I'm not going to break out the planner changes, because they're *not*
independent in any way. You could say the same thing about practically
any work that changes the planner. They're "buried" in the 5th
paragraph of the commit message. If an interested party can't even
read that far to gain some understanding of a legitimately complicated
piece of work such as this, I'm okay with that.

> An independent thought when reviewing the finaltup / HIKEY scan
> optimization parts of this patch:
> The 'use highkey to check for next page's data range' optimization is
> useful, but can currently only be used for scans that go to the right.
> Could we use a similar optimization in the inverse direction if we
> marked the right page of a split with "the left page has a HIKEY based
> on this page's (un)truncated leftmost value" or "left page's HIKEY was
> truncated to N key attributes"? It'd give one bit of information,
> specifically that it does (or does not) share some (or all) key
> attributes with this page's minimum value, which allows for earlier
> scan termination in boundary cases.

That would have to be maintained in all sorts of different places in
nbtree. And could be broken at any time by somebody inserting a
non-pivot tuple before every existing one on the leaf page. Doesn't
seem worth it to me.

If we were to do something like this then it would be discussed as
independent work. It's akin to adding a low key, which could be used
in several different places. As you say, it's totally independent.

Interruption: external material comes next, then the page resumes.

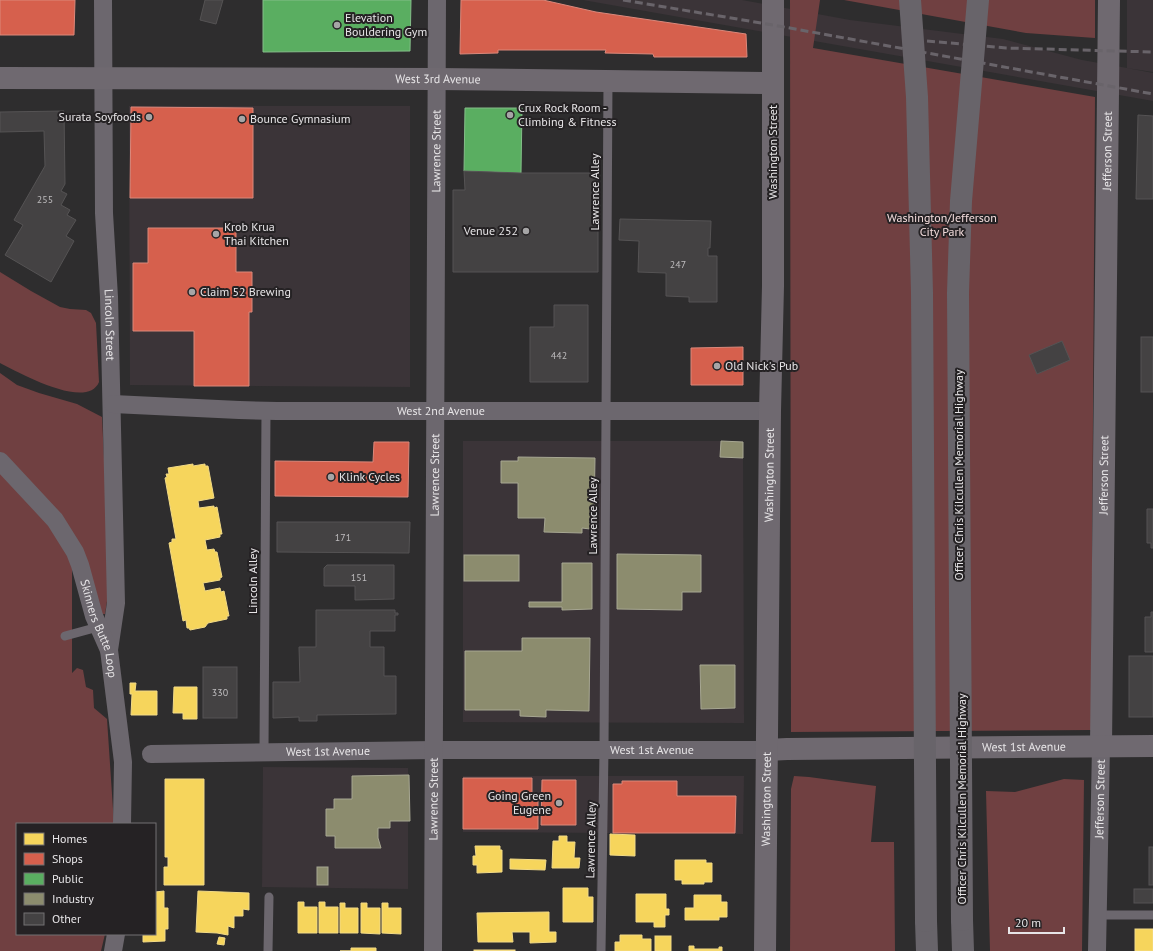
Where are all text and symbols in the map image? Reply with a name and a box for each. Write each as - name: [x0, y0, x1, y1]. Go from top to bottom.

> > +++ b/src/include/access/nbtree.h
> > +#define SK_BT_RDDNARRAY    0x00040000    /* redundant in array preprocessing */
>
> I think "made redundant" is more appropriate than just "redundant";
> the array key is not itself redundant in array preprocessing (indeed
> we actually work hard on that key during preprocessing to allow us to
> mark it redundant)

Meh. I did it that way to fit under 78 chars while staying on the same
line. I don't think that it matters.

> I think this was mentioned before, but can't we have an argument or
> version of _bt_checkkeys that makes it not advance the array keys, so
> that we can keep this optimization? Or, isn't that now
> _bt_check_compare?

As I said to Heikki, thinking about this some more is on my todo list.
I mean the way that this worked had substantial revisions on HEAD
right before I posted v9. v9 was only to fix the bit rot that that
caused.

> For an orderlines table with 1000s of lines per order, we would
> greatly benefit from a query `order_id = ANY ('{1, 3, 5}')` that
> handles scan keys more efficiently; the optimization which is being
> disabled here.

The way that these optimizations might work with the mechanism from
the patch isn't some kind of natural extension to what's there
already. We'll need new heuristics to not waste cycles. Applying all
of the optimizations together just isn't trivial, and it's not yet
clear what really makes sense. Combining the two optimizations more or
less adds another dimension of complexity.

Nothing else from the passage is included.